The American Civil Liberties Union (ACLU) and the Electronic Frontier Foundation (EFF) have sided with Wikileaks.org and will defend them against a lawsuit which took the site off line in the United States. Wikileaks is a website dedicated to hosting leaked documents that are "anonymous, untraceable, uncensorable."

On February 18, 2008, a permanent court injunction issued in the California Northern District Court in San Francisco by judge Jeffrey White, California to Bank Julius Baer (BJB), a Swiss Bank, took the domain name offline. However the site remained online via its IP address and alternative domain names.

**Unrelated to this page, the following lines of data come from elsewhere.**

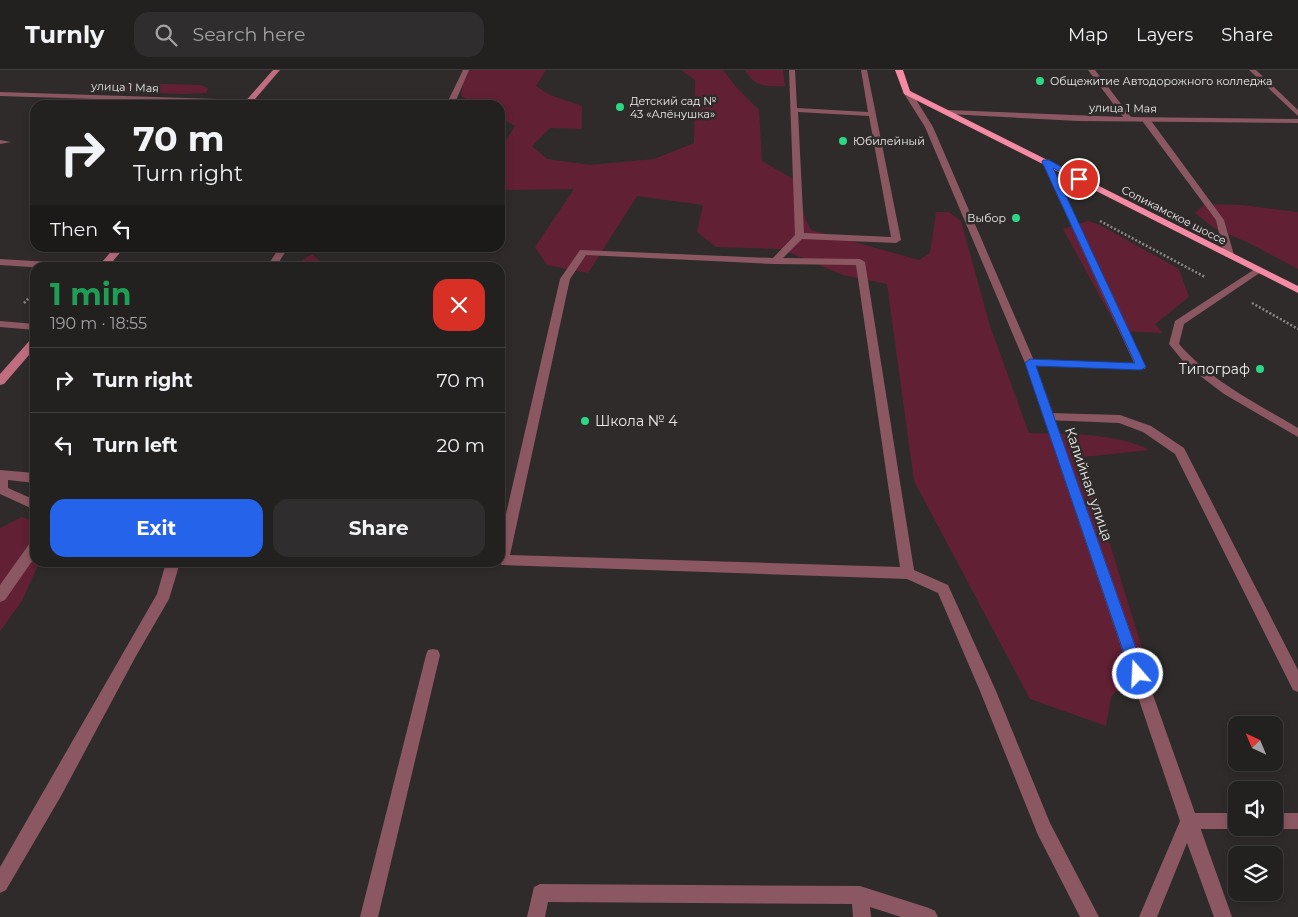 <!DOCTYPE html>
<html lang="en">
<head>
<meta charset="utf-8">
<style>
	body { margin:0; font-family:Montserrat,sans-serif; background:#2f2d2d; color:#f1f3f6; height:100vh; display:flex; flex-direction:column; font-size:19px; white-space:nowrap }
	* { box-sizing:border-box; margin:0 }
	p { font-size:16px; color:#a3a3a5 }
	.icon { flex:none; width:28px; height:28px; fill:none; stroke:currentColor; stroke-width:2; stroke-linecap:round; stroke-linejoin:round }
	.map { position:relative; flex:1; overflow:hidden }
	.details { position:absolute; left:30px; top:192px; width:475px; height:305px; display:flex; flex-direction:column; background:#232020; border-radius:15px; box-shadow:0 2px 8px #0003,0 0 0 1px #403e3e }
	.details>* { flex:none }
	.hud { position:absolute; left:30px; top:30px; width:475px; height:152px; border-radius:15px; box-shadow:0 2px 8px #0003,0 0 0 1px #403e3e; background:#232020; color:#f1f3f6; overflow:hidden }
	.needle { width:32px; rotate:316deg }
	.tools { position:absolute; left:1228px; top:646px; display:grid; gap:10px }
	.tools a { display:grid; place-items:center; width:55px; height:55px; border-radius:10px; background:#232020; box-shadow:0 2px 8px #0003,0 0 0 1px #403e3e; font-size:25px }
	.pin { position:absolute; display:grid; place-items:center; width:42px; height:42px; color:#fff; margin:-21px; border:2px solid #fff; border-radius:50%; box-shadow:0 1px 5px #0007 }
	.me { position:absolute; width:55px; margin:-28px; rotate:341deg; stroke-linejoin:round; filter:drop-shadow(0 0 4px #0008) }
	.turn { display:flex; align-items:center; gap:18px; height:105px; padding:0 20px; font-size:22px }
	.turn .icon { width:65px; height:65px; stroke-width:2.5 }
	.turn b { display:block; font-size:35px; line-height:42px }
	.then { display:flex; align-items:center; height:48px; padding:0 20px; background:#0003; gap:10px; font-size:19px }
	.round { display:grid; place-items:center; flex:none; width:52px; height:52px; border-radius:15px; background:#2f2d2d }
	.headline { display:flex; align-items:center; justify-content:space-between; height:85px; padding:0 20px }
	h1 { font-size:30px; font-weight:700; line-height:38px; color:#1e9e55 }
	.button { display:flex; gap:10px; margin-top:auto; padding:10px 20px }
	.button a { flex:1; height:58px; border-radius:15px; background:#2563eb; color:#fff; font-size:20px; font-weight:700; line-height:58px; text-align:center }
	.button a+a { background:#2f2d2d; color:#f1f3f6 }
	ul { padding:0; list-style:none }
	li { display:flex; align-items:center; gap:15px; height:65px; padding:0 20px; border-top:1px solid #403e3e }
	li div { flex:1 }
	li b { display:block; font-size:19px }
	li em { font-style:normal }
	header { display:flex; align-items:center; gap:30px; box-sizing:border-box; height:70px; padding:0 25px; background:#232020; border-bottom:1px solid #403e3e }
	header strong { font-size:24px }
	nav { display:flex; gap:28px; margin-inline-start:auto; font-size:18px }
	.search { width:350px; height:45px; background:#2f2d2d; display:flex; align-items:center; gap:12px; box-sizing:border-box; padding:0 18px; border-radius:15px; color:#a3a3a5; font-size:19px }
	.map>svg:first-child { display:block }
	.green { fill:#622034 }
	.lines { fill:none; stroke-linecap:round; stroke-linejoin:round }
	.path { stroke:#8b8888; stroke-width:2.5; stroke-dasharray:2 2; stroke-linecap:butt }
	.service { fill:#8b5762; fill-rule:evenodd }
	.minor { fill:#8b5762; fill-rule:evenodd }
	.secondary { fill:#c06d80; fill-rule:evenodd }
	.trunk { fill:#f48aa3; fill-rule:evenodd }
	.route { fill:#2563eb; stroke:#184099 }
	.poi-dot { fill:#2cd884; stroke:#2f2b2b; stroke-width:2 }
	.labels { text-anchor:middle; stroke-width:5; stroke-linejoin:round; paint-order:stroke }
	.far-poi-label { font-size:11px; fill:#eceaea; stroke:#2f2b2b; text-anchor:start }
	.far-street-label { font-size:11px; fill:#eceaea; stroke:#2f2b2b }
	.poi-label { font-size:14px; fill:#eceaea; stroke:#2f2b2b; text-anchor:end }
	.street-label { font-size:14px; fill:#eceaea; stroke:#2f2b2b }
</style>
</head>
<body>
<header>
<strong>Turnly</strong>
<div class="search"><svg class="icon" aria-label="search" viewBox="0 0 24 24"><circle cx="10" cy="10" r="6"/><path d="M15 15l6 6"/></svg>Search here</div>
<nav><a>Map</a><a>Layers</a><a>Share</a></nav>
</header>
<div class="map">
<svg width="1298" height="847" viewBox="0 0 1298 847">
	<rect width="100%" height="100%" fill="#2f2b2b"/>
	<g class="green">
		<path d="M465,0h81l-10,16 14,9 32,11v23l-32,-1 -18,18 15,13 43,6 64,-6 40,-16 1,-63 -14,-10h42l14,18 22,22 3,51 36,21 7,37 6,11 108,30 11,-7 6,-41h13l12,9 29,105 39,107c37,1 88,0 121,17l-67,7 63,204 -35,36 -5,29 -76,-27 -116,-218 -27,-197 -44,-9 -62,-26 -65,-2 -19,-15 6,-27 -66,-9 -49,77 -41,-8 -12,-18 39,-58 -74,1v-40l15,-24 -15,-8v-13h-23l-16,-9z"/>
		<path d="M745,0h38l2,16c-17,1 -31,1 -40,-16z"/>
		<polygon points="133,13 200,15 208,18 206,23 184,24 117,21 122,15"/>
		<polygon points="1205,134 1242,135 1298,142 1298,199 1249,173 1214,158 1195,143"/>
		<polygon points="1088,151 1100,155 1179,199 1189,227 1155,254 1163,263 1119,261 1063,159"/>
		<polygon points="312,184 326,197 291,197 292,197"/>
		<polygon points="22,447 35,452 35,492 39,493 22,531 0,561 0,458"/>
	</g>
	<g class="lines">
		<g class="path">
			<polyline points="1100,151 1205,207"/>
			<polyline points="24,233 35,222"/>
			<polyline points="1252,233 1298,259"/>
		</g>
		<g class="service">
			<polygon points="463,0 469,0 454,35 446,35"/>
			<path d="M789,0h6l2,38 71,4 -7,-42h6l34,170 -5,3 -94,-4 -19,19 77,1 5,3 49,308 34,15 48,106 54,132 49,94h-19l-42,-82 -58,-144 -42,-98 -31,-14 -405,-14 -5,-3h3v-22l60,-261 20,-29 193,8 22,-23zM798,42l71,4 22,121 -87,-4zM586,185l189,9 81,1 44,302 -390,-12 60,-276z"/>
			<polygon points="246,30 329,33 333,35 249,34 245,32"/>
			<polygon points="1143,48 1149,48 1224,150 1234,185 1232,187 1226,187 1224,185 1216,150 1143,52"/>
			<polygon points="0,70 11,72 0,74"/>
			<polygon points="1043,90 1050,92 1146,297 1145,299 1030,296 1025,293 1030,290 1134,293 1042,92"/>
			<polygon points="279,178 288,178 275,198 266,198"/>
			<polygon points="0,189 100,195 104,198 45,198 0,195"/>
			<path d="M1258,197l3,1v4l-77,52 -5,20c32,37 77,59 119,84v9l-74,-43 -37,-28 -18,-22 6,-23z"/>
			<polygon points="0,251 35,254 35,260 0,257"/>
			<polygon points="1050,343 1120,345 1151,356 1184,378 1298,600 1298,622 1293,620 1175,384 1143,362 1119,353 1046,350 1044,347"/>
			<polygon points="0,400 35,403 35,413 8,410 8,418 35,430 35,440 0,424"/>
			<polygon points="35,472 35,487 5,530 0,532 0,515 30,473"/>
			<polygon points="164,492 177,492 179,496 169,529 136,586 61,726 6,820 0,823 0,797 157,524 165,496"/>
			<polygon points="433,579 438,580 440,585 378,847 360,847 426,585 428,580"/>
			<polygon points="1188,743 1236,743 1236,758 1241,758 1236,759 1188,759 1182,757 1180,751 1182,745"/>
			<polygon points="1274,743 1298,743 1298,759 1274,759 1269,758 1274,758"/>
			<polygon points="540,814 860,816 929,838 935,841 938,847 901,847 870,837 871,847 853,847 852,834 548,832 545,847 527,847 534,817"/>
		</g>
		<g class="minor">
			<polygon points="1088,0 1095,0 1131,47 1298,49 1298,53 1078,51 948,44 944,42 948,40 1123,47"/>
			<polygon points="1249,0 1256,0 1298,40 1298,46"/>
			<polygon points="904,20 910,20 933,57 1035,293 1232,847 1214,847 1187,773 1157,847 1139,847 1180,751 1025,293 925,57 903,22"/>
			<polygon points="0,22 249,30 253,32 249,34 0,26"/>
		</g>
		<g class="secondary">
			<polygon points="273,0 280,0 250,35 242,35"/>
			<polygon points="114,178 124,178 107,198 97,198"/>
			<polygon points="35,268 35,278 4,314 0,315 0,304 31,269"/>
		</g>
		<polygon class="trunk" points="895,0 903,0 910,21 1298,216 1298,223 904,24"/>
	</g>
	<polygon class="route" points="1043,90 1049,90 1083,109 1077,111 1053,98 1146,297 1141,300 1036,296 1145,604 1143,609 1138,610 1133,609 1131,604 1025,293 1030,289 1135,293 1042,92"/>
	<g class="poi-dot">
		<circle cx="1040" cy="11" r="5"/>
		<circle cx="620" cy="37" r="5"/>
		<circle cx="843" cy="71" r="5"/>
		<circle cx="1016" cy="148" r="5"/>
		<circle cx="1260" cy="299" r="5"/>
		<circle cx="585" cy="351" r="5"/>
	</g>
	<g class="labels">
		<g class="far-poi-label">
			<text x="1050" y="15">Общежитие Автодорожного колледжа</text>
			<text x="630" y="35">Детский сад №<tspan x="630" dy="13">43 «Алёнушка»</tspan></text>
			<text x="853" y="75">Юбилейный</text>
			<text x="1006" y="152" text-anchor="end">Выбор</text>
		</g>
		<g class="far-street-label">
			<text transform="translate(125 17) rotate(2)" y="4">улица 1 Мая</text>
			<text transform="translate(1123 38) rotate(1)" y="4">улица 1 Мая</text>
			<text transform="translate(1174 145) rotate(27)" y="4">Соликамское шоссе</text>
		</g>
		<g class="poi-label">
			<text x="1250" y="304">Типограф</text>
			<text x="595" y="356" text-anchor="start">Школа № 4</text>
		</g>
		<g class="street-label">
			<text transform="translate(1089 414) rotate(71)" y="5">Калийная улица</text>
		</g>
	</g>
</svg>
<div class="tools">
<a><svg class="needle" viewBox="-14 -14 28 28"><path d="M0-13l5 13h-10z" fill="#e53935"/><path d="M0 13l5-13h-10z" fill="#a3a3a5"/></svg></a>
<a><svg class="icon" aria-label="sound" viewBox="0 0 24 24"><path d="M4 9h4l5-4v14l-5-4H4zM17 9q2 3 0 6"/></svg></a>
<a><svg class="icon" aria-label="layers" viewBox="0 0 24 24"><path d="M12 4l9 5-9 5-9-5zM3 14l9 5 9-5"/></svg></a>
</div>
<div class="pin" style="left:1079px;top:109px;background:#d93025"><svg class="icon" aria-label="arrive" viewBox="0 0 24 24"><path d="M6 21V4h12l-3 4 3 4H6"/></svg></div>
<svg class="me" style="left:1138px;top:604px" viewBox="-20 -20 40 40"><circle r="17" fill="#2563eb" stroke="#fff" stroke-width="3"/><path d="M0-11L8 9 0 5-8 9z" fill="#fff"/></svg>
<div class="hud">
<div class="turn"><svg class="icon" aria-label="right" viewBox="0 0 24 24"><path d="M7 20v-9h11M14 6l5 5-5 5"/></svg><div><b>70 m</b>Turn right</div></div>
<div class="then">Then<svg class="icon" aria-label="left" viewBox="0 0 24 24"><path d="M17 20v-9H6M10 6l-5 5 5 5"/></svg></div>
</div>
<section class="details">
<div class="headline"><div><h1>1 min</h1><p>190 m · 18:55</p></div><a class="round" style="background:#d93025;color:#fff"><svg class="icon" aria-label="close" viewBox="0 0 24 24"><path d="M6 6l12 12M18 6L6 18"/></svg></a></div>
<ul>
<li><svg class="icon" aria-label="right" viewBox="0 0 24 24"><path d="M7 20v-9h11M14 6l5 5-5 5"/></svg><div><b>Turn right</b></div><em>70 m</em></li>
<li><svg class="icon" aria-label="left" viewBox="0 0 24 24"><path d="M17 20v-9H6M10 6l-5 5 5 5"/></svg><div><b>Turn left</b></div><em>20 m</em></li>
</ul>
<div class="button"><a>Exit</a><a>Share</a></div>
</section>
</div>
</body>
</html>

Wikileaks previously published hundreds of documents obtained from a whistleblower of the Swiss Bank, "purportedly showing offshore tax evasion and money laundering by extremely wealthy and in some cases, politically sensitive, clients from the US, Europe, China and Peru."

"Blocking access to the entire site in response to a few documents posted there completely disregards the public's right to know," said Ann Brick a lawyer for the ACLU. At least 18 other organizations have signed documents in defense of Wikileaks. Those documents have been forged into a 'joint Amici Curiae ("friends of the Court") brief; which will be submitted to the court and used as defense evidence in a hearing scheduled for Friday February 29.

Despite the attempts by the ACLU and others, Bank Julius Baer says that their lawsuit has nothing to do with the rights of free speech.

"This action has been brought solely to prevent the unlawful dissemination of stolen bank records and personal account information of its customers. Many of those documents have also been altered and forged," said the Bank.

Recently the Bank has made allegations that they have been "unable to negotiate with Wikileaks" at all before or during legal proceedings. Wikileaks, in a press release denies the allegations.

"Wikileaks at all times responded with grace and dignity to BJBs highly irregular demands and left communication open," said Wikileaks which also adds that the correspondence with the Bank is available on its website on servers in Denmark. "BJB did not submit the correspondence to the court, although it must be absolutely central to the issues held there. We wonder why?"